Written April 28, 2013
This was my first experience seeing this opera. I was delighted to find it had a comic aspect. I was shocked to learn that Cesare had a high voice (falsetto,counter-tenor) and not a deep commanding baritone. The plot went from flirtatious, to dangerous, to romantic, to bloody and back again to a crowning glory at the end. The production was terrifically inventive and dazzling. I'd love to see it again. The performers were all superb.
Written May 11, 2013
Superb, if you have a chance to catch a Met Opera production on the big screen take it!
Written April 29, 2013
I hated this production so much I left after the first act.
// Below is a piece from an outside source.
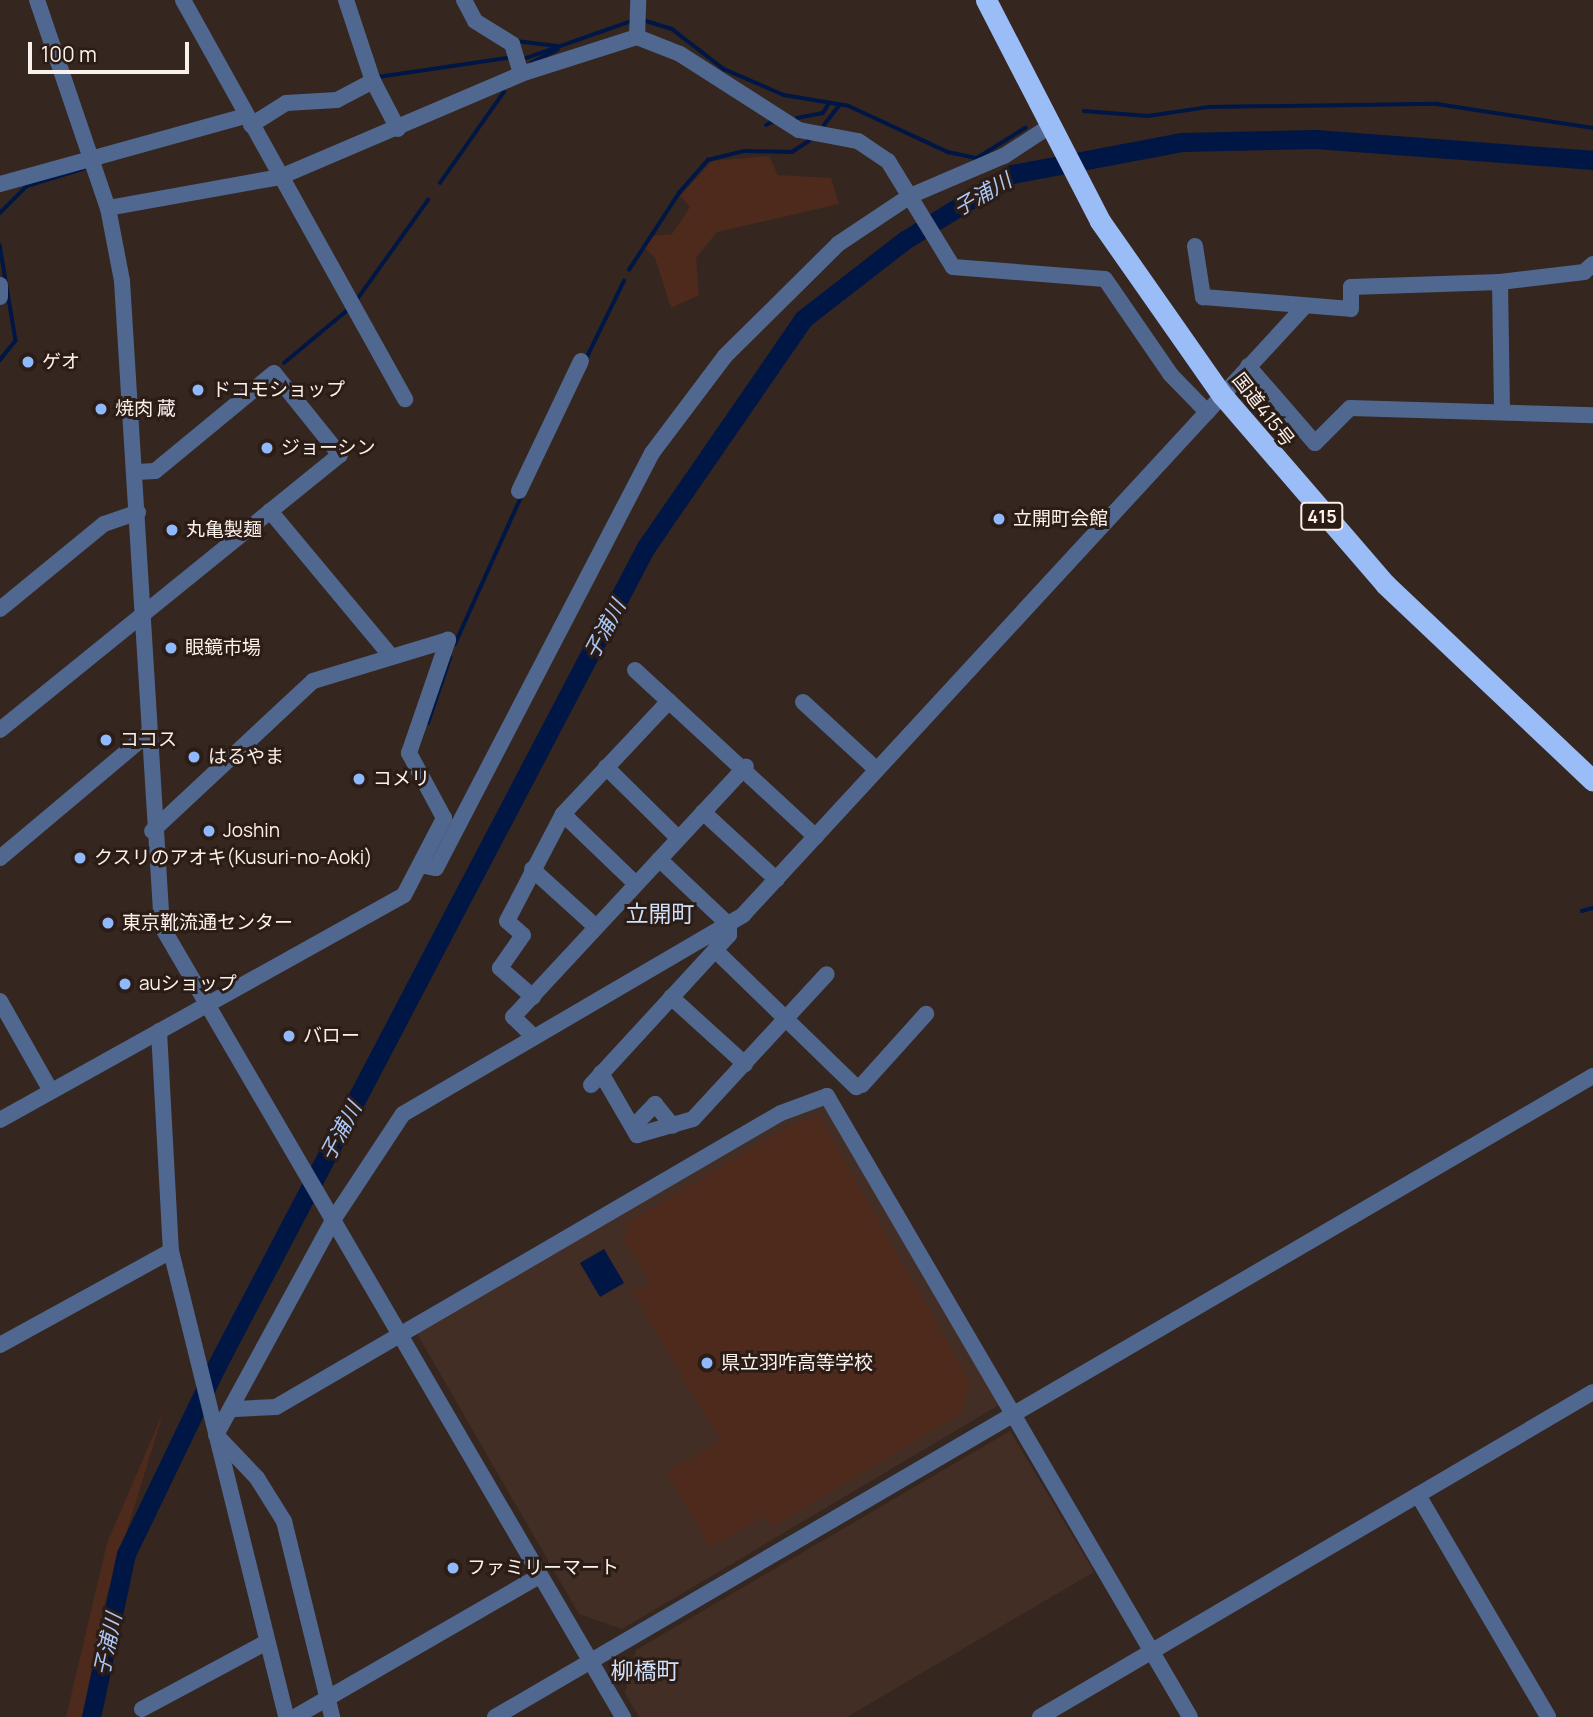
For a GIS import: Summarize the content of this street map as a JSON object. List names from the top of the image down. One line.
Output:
{"streets":{"highway":["国道415号","415"]},"districts":["立開町","柳橋町"],"water":["子浦川"],"places":["ゲオ","ドコモショップ","焼肉 蔵","ジョーシン","立開町会館","丸亀製麺","眼鏡市場","ココス","はるやま","コメリ","Joshin","クスリのアオキ(Kusuri-no-Aoki)","東京靴流通センター","auショップ","バロー","県立羽咋高等学校","ファミリーマート"],"scale_bar":"100 m"}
What a waste of talent and beautiful voices: Natalie Dessay, David Daniels, Christophe Dumaux, Giudo Locosolo. It was worse than Rigoletto in Las Vegas. It was insulting to the performers and to the audience: dumbing down a beautiful work of art!
Written May 07, 2013
I have not enjoyed some of the Met's new productions, especially La Traviata and Rigoletto. I am inclined to agree with the critic who, in commenting on the Met's new Ring, said that "pound for pound, ton for ton, this is the most witless and wasteful production in operatic history. However, back to the current topic. I thought that the production was witty and well conceived. Natalie Dessay was in good voice, and her dancing and acting were delightful. It seems chic to have elements of different periods mixing it up on the operatic stage, and in this production, I don't think it was objectionable. My problem, and this is my problem with many baroque operas, is that they tend to be imbalanced in favor of the high voices. Counter tenors certainly serve a purpose in presenting baroque opera, since castrati are extinct, but, personally, I am just not crazy about the timbre of this particular kind of voice.